Playing Tekken 3 against my stepbrother and crying due to losing all the time.


----------



## peopleperson51783 (May 31, 2013)

Wolfenstein 3d. Got me into first person shooters as a wee ladd!


----------



## Minkiro (Nov 22, 2012)

* Playing Spyro: Year of the dragon during my christmas breaks. Snow would be falling, Christmas tree would be there, hot coco and a nice blanket. Oh yeah.

* Or first playing Skyrim last summer through winter along with Alice: Madness Returns. I'd get home from wherever it was, put on comfortable clothes or take a shower, get a snack and start playing hours on end. 

* Playing the first Kingdom Hearts and thinking how cute Kairi was. Always wanted to cosplay her. 

* Or when i played GTA with my brother. We'd take turns every hour and the other would watch and give comments. 

* Playing Tekken 3 on ps1 when i got sick and stayed home from school. 

* Playing Trials and the online multiplayer from Assasin's Creed on xbox 360 when i was living with my bf, his sister and her boyfriend. We'd always try to beat each other's scores. Was fun.

* Thinking the third Harry Potter game (Prisoner of azkaban) was so realistic looking! I loved flying buckbeak and liked the way Hermione's (i played as her) cloak would move in the wind.

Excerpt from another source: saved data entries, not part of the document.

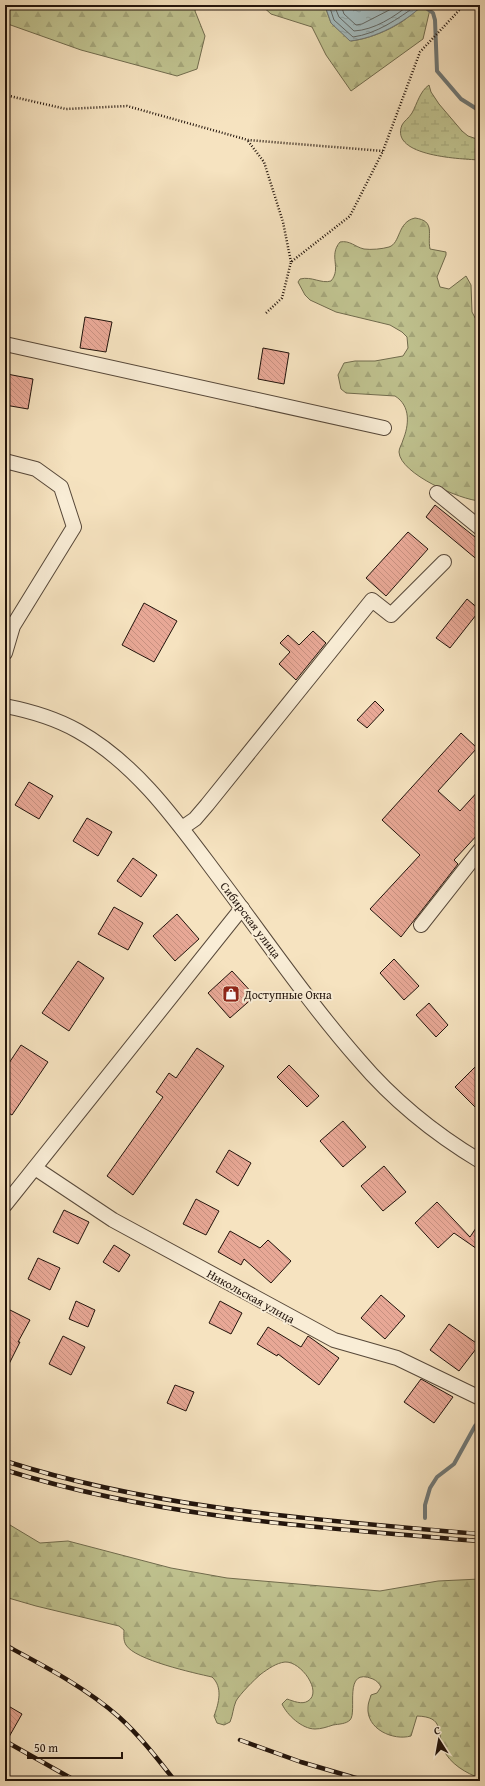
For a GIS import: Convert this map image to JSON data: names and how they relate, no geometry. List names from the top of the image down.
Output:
{
  "streets": {
    "street": ["Сибирская улица", "Никольская улица"]
  },
  "places": {
    "shop": ["Доступные Окна"]
  },
  "scale_bar": "50 m",
  "north": "top"
}
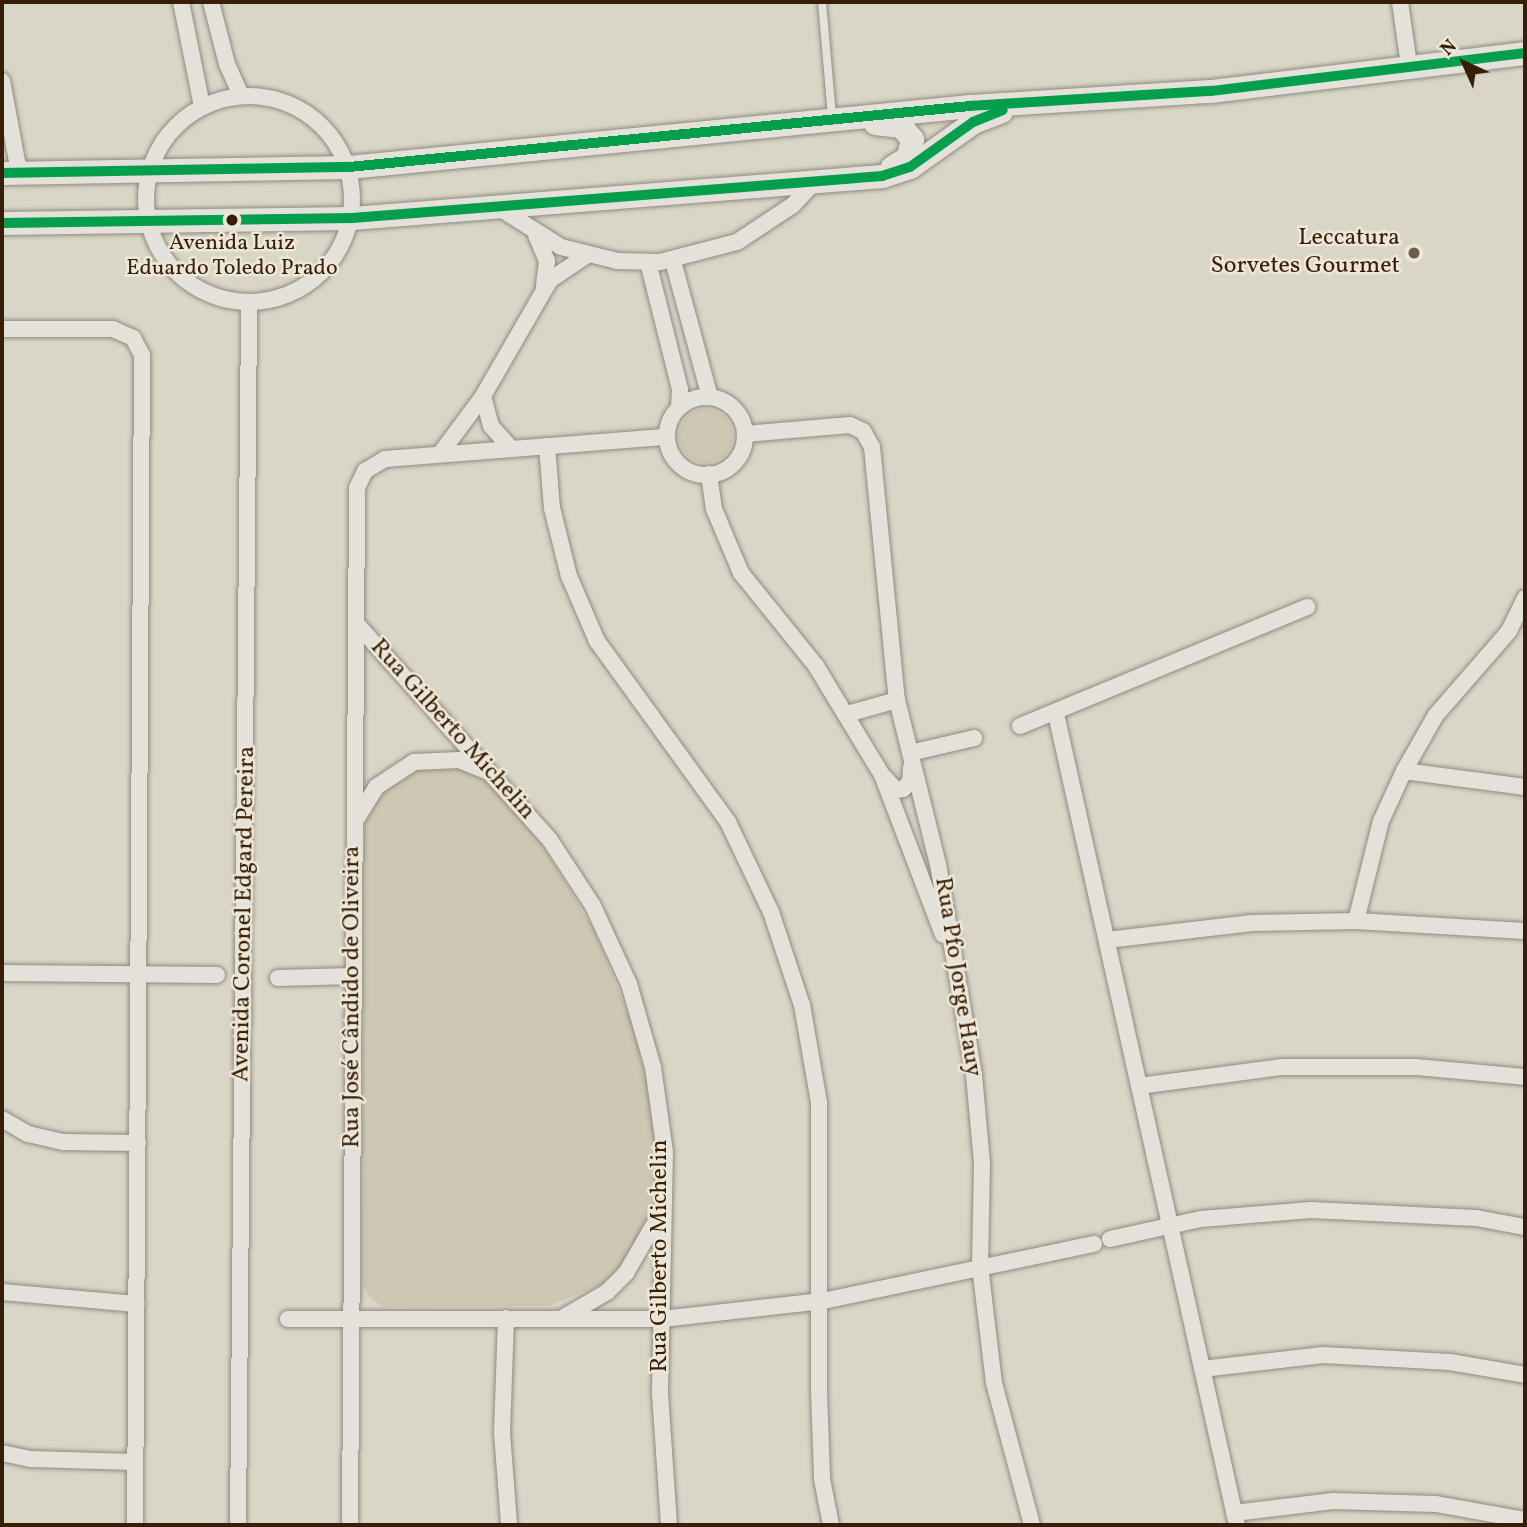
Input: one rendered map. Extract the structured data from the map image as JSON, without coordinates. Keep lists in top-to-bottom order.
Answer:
{
  "streets": {
    "street": [
      "Rua Gilberto Michelin",
      "Avenida Coronel Edgard Pereira",
      "Rua Pfo Jorge Hauy",
      "Rua José Cândido de Oliveira"
    ]
  },
  "crossings": [
    ["Rua Gilberto Michelin", "Rua José Cândido de Oliveira"]
  ],
  "places": ["Avenida Luiz Eduardo Toledo Prado", "Leccatura Sorvetes Gourmet"],
  "north": "top left"
}
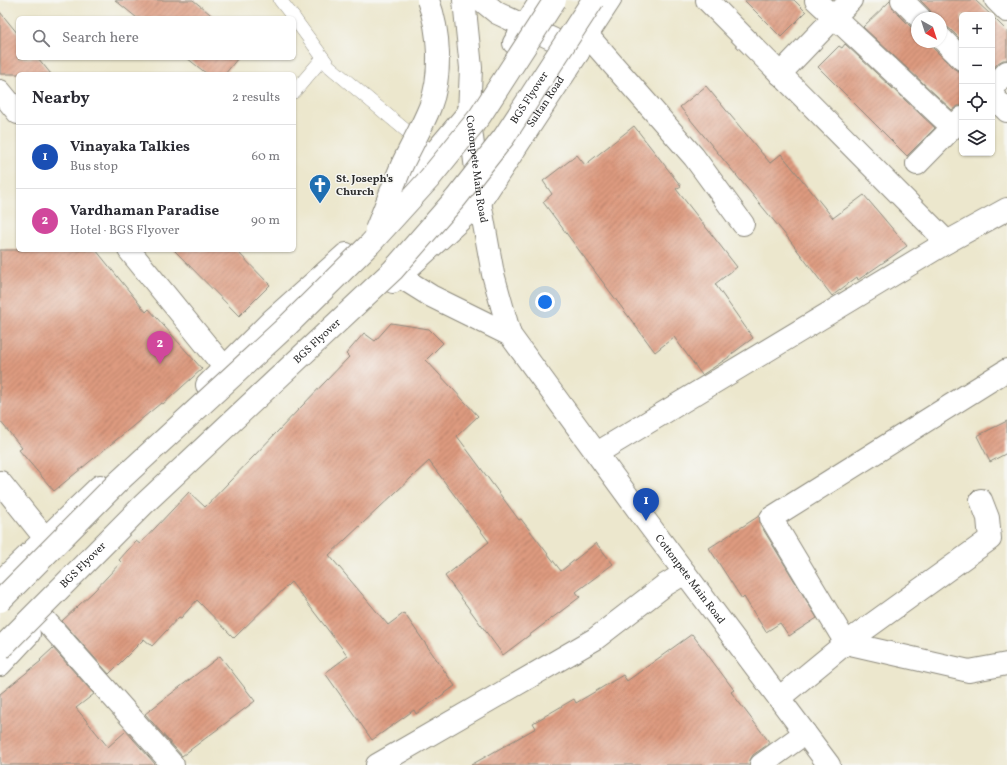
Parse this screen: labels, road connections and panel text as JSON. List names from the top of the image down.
{
  "streets": {
    "main road": ["BGS Flyover", "Sultan Road", "Cottonpete Main Road"]
  },
  "crossings": [
    ["Sultan Road", "Cottonpete Main Road"]
  ],
  "places": {
    "church": ["St. Joseph's Church"]
  },
  "north": "bottom right",
  "page": {
    "map_buttons": ["+", "−"],
    "search": "Search here",
    "heading": ["Nearby", "2 results"],
    "list": [
      {
        "mark": "1",
        "name": "Vinayaka Talkies",
        "note": "Bus stop",
        "value": "60 m"
      },
      {
        "mark": "2",
        "name": "Vardhaman Paradise",
        "note": "Hotel · BGS Flyover",
        "value": "90 m"
      }
    ],
    "pins": ["2", "1"]
  }
}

* I could keep going really ....


----------



## mark555666 (May 1, 2008)

My memory is bad. Full Throttle was cool. Grim fandango or something. Pokémon on the Gameboy, that was fun. Nothing beats the SNES/ GAMEBOY era. I don't really game anymore. Only on the xbox one (customized). I like racing games these days. I would buy Forza 5.


----------



## Micronian (Nov 11, 2004)

I remember playing NES on my friend's black & white TV...not that the NES is that old, or anything...


----------



## Dragonsparks (Jun 12, 2013)

Playing PS1. I was the only child and I have no friend. Video games is my only source of entertainment. I also like to watch my father playing Resident Evil. He asked me to play I was so scared that I cried. Ha, memories.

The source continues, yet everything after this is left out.